▸ Activity: What lines of the listing below contain the word "absolute"? Copy each of them out.

▸ Exercise input:
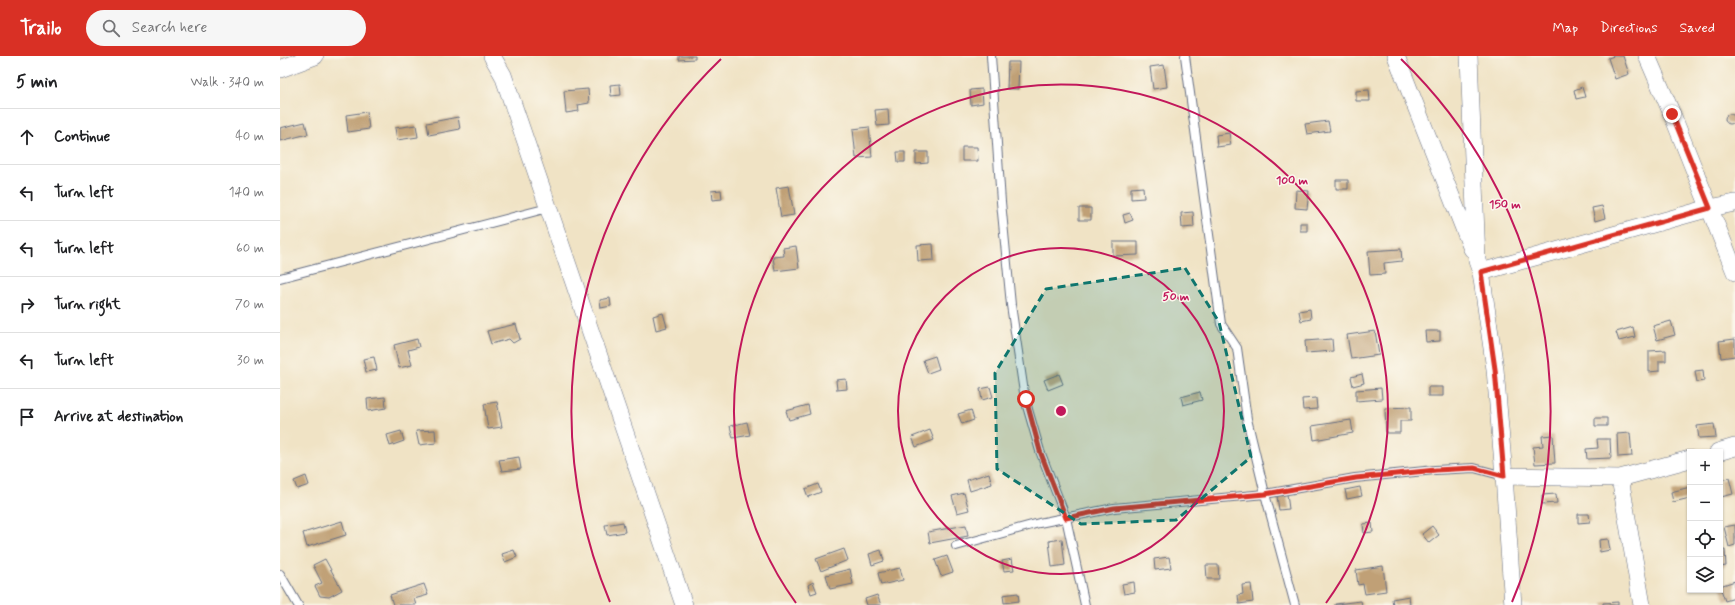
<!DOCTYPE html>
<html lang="en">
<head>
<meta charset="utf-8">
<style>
	body { margin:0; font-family:Mynerve,sans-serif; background:#f6f6f6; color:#202124 }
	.controls { position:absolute; right:12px; bottom:12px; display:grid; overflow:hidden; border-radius:0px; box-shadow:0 1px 3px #0004 }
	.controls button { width:36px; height:36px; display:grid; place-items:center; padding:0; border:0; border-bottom:1px solid #e0e0e0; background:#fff; color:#202124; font:20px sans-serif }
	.stop { position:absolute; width:12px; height:12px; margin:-9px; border:3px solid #d93025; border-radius:50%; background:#fff }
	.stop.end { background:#d93025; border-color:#fff; box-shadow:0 1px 4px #0008 }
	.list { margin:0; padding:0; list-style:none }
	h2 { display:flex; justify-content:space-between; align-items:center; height:52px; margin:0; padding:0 16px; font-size:17px }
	h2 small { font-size:13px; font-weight:400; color:#757577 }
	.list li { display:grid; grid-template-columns:26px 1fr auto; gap:12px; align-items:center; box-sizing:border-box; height:56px; padding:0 16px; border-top:1px solid #e0e0e0 }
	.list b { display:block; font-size:15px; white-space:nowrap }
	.list em { font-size:13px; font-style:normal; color:#757577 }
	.icon { flex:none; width:22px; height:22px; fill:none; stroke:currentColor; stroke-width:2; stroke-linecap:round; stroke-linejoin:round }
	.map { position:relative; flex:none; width:1455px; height:549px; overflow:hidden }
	header { display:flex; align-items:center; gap:24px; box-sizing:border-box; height:56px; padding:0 20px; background:#d93025; color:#fff }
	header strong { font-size:19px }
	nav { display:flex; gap:22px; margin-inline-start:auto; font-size:14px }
	.search { width:280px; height:36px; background:#f6f6f6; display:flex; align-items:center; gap:10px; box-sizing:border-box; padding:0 14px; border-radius:22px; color:#757577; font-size:15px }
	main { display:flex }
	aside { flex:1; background:#fff }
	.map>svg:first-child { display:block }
</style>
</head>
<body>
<header>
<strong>Trailo</strong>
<div class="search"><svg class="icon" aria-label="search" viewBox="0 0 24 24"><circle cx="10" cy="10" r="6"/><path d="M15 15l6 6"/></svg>Search here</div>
<nav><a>Map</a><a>Directions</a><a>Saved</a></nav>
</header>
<main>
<aside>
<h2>5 min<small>Walk · 340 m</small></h2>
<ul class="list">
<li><svg class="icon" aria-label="ahead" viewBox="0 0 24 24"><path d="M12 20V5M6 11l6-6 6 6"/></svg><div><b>Continue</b></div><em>40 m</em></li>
<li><svg class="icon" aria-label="left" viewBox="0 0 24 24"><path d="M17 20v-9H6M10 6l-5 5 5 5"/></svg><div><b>Turn left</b></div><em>140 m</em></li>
<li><svg class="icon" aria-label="left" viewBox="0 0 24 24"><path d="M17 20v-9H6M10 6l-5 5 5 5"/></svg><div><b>Turn left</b></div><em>60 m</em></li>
<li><svg class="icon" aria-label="right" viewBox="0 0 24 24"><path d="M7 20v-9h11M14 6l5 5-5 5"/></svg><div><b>Turn right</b></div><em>70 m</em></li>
<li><svg class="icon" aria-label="left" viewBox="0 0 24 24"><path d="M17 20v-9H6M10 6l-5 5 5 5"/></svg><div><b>Turn left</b></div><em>30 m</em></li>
<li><svg class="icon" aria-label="arrive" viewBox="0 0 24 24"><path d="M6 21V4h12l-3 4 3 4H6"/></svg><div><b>Arrive at destination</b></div></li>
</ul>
</aside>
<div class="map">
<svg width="1455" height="549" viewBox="0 0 1455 549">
	<rect width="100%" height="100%" fill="#fbf7ec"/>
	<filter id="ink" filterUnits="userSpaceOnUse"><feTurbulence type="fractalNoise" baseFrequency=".025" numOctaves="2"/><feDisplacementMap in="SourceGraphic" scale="8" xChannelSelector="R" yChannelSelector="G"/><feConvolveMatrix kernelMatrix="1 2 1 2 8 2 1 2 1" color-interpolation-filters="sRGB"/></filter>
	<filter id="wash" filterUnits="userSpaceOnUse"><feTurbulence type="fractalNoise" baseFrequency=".012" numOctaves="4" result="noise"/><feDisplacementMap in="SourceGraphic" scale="16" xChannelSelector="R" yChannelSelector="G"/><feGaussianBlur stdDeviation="0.9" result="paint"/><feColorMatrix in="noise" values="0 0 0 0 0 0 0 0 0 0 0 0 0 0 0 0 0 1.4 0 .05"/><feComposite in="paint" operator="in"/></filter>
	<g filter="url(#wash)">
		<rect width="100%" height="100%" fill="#f0e3c5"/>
		<g id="blocks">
			<path fill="#c0a076" d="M399,0H415V3L399,4Z
				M1334,0H1343L1349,18L1335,23L1328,2Z
				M728,6H739L738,33H727Z
				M884,9L887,31L873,33L870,11Z
				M340,28L341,39L331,40L330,29Z
				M1302,31L1305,41L1296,43L1294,34Z
				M308,33L309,47L298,49L299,55L286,57L284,35Z
				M702,33L703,47L691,49L690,34Z
				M1089,34L1090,45H1076V35Z
				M608,53L609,69L597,70L595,54Z
				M87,56L89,73L68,76L66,59Z
				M1445 63a5 5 0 1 1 10 0a5 5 0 1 1-10 0Z
				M178,61L180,73L149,79L147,67Z
				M1048,65L1050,75L1027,78L1025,68Z
				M25,66L28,78L0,85V72Z
				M136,69L138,81L117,84L115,72Z
				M589,71L592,101L576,102L573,73Z
				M949,77L951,89L937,91L936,79Z
				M682,91H697L698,105H682Z
				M617,96H625V106H618Z
				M636,96H648V107L636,108Z
				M1056,124H1068V133H1056Z
				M509,130L514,159L501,161L496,132Z
				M863,131L864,142L851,143V132Z
				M441,134L442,143L432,144L431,135Z
				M1016,134L1029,135L1027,153L1015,152Z
				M1322,150L1325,162L1315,165L1312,152Z
				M799,152H811V164H799Z
				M913,156L914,171L902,172L901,157Z
				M850,157L853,164L845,167L843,159Z
				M1020,167H1027V175H1020Z
				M833,186H858V199L833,200Z
				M653,188L654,204L638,205L637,189Z
				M516,190L519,212L495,215L493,201L504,200L503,192Z
				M1121,193L1122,205L1104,207L1105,218L1090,219L1088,195Z
				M330,242L331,250L321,252L320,244Z
				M1030,253L1031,263L1021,265L1019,255Z
				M383,257L387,271L376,274L373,260Z
				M1391,265L1395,279L1377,284L1373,270Z
				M236,268L240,283L233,287L229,283L211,288L207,275Z
				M1353,271L1355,281L1339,285L1336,276Z
				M1095,275L1099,299L1071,303L1067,279Z
				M1145,275H1160V285L1146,286Z
				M137,283L139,291L128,294L132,309L119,312L114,289Z
				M1052,283L1053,295L1026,297L1025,285Z
				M1455,283V300L1441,302L1439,285Z
				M1386,294V305H1379V315L1369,316V295Z
				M655,300L659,313L648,317L643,304Z
				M94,301L97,314L86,316L83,303Z
				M1423,314L1424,325L1417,326L1415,315Z
				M779,318L783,328L768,334L764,324Z
				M1082,318L1084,327L1073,330L1071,321Z
				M566,323L567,333L557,334L556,324Z
				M710,331L713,341L702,344L700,333Z
				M1148,331H1163V340H1148Z
				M1101,332L1102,343L1076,345V334Z
				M920,336L922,344L903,349L901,341Z
				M105,341L106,352L88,355L87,343Z
				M1036,342L1037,353L1023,354L1022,343Z
				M217,346L222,371L208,373L204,348Z
				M528,349L530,358L509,364L506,355Z
				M1131,351V365H1120V377H1106L1105,352Z
				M691,354L694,364L682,368L678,358Z
				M1315,362H1327V370H1315Z
				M1071,364L1073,377L1034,384L1032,370Z
				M467,366L470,379L453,382L450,370Z
				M1434,368L1436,381L1419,382L1417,370Z
				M155,374L156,387L139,389L136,375Z
				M650,374L654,384L636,391L632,381Z
				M121,375L124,385L110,390L107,379Z
				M1350,377L1352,400L1338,401L1337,378Z
				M1273,379L1275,407L1255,408L1253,391L1263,390L1262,380Z
				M1317,383H1330L1331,402L1307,403L1306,393L1318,392Z
				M239,401L241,413L222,415L219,404Z
				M709,417L712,428L690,435L687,424Z
				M26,420L29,429L17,433L14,425Z
				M1449,422L1453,438L1441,441L1440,424Z
				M538,428L541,436L528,441L525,433Z
				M1080,431L1082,440L1067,443L1065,434Z
				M1410,431V442L1393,446L1391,436Z
				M684,437L689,454L677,457L672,440Z
				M1007,438L1009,453L999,454L997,440Z
				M1276,438L1277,447L1262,448V439Z
				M1298,458H1309L1310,466L1298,467Z
				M62,465L66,479L27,491L23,477Z
				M343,466L345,476L327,479L325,469Z
				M1092,467L1093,476L1084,477L1083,468Z
				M686,469L688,480L650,487L648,476Z
				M1455,469V489L1449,491L1444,471Z
				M1152,470L1159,479L1149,487L1142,478Z
				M782,483L785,509L772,511L769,485Z
				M1328,483L1330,494L1320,496L1319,484Z
				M564,493L568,504L541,515L536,503Z
				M234,494L237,501L225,506L222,498Z
				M601,494L604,505L592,509L589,498Z
				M1440,494H1445L1446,510L1440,511Z
				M667,500L673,516L661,520L655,504Z
				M889,501L891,512L875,514L874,503Z
				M45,503L62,534L49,541L40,540L35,530L42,527L33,509Z
				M732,503L734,514L724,515L722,505Z
				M926,509H938L939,523H927Z
				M1103,510L1106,535L1085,538L1083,528L1078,529L1076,514Z
				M620,512L623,524L601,529L598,517Z
				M570,513L573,528L550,533L546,519Z
				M1455,525V542L1445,545L1440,530Z
				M533,526L537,536L531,538L528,529Z
				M854,526L855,536L844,538L842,528Z
				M144,528L148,539L134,543L136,549H113L110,539Z
				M971,528L973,546L959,548L958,539L963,538L962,529Z
				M738,537L739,545L724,547L723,539Z
				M597,539L601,549H587L585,543Z
				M1129,540L1130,549H1113L1112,543Z
				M1081,545L1082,549H1055V548Z
				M1338,546V549H1323V547Z"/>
		</g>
	</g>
	<g filter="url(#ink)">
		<use href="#blocks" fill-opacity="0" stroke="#666e82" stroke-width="1"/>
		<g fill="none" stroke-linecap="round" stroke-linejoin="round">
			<g stroke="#666e82" stroke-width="10">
				<path id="lane" d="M711,0L721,146L731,249L745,343L760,395L786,462L805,549
					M905,0L941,268L957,292L967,363L985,438L1015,549
					M0,222L268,152
					M676,490L759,467L834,452L985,438L1075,422L1155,414L1194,412L1224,420
					M0,518L18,549"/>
			</g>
			<g stroke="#666e82" stroke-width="18">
				<path id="street" d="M212,0L223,19L404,549
					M1116,0L1192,193
					M1189,0L1197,205L1201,216L1215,313L1224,420L1233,549
					M1367,0L1392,58L1455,216
					M0,13L35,0
					M1201,216L1430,152L1455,147
					M1438,396L1455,391
					M1224,420L1340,422L1410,403
					M1340,422L1362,549"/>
			</g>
			<use href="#lane" stroke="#fff" stroke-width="8"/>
			<use href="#street" stroke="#fff" stroke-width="17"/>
		</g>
	</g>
	<g fill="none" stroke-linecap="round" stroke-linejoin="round" filter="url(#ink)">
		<path stroke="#d93025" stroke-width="5" d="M746,343L760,395L786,462L834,452L985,438L1076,422L1156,414L1194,412L1224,420L1215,313L1201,216L1430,152L1392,58"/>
	</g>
	<path fill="#0f766e" fill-opacity="0.2" stroke="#0f766e" stroke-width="3" stroke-dasharray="8 5" stroke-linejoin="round" d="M905,212L939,266L971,401L896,464L801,468L717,413L715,317L766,233Z"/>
	<g fill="none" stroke="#c2185b" stroke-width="2">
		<circle cx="781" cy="355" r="163"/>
		<path d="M516 547A327 327 0 1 1 1046 547"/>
		<path d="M330 546A490 490 0 0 1 441 3M1121 3A490 490 0 0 1 1232 546"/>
	</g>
	<circle cx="781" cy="355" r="6" fill="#c2185b" stroke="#fbf7ec" stroke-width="2"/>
	<g font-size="12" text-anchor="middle" font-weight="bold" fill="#c2185b" stroke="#fbf7ec" stroke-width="3" stroke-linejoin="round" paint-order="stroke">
		<text x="1012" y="128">100 m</text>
		<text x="1225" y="152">150 m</text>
		<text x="896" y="244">50 m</text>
	</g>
</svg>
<div class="controls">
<button>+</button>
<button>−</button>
<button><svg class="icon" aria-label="locate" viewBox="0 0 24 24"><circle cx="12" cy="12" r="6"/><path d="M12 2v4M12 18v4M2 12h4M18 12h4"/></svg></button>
<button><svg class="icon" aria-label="layers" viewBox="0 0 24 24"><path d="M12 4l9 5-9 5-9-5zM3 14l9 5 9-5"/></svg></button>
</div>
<div class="stop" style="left:746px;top:343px"></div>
<div class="stop end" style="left:1392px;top:58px"></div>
</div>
</main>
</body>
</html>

▸ Finished task:
	.controls { position:absolute; right:12px; bottom:12px; display:grid; overflow:hidden; border-radius:0px; box-shadow:0 1px 3px #0004 }
	.stop { position:absolute; width:12px; height:12px; margin:-9px; border:3px solid #d93025; border-radius:50%; background:#fff }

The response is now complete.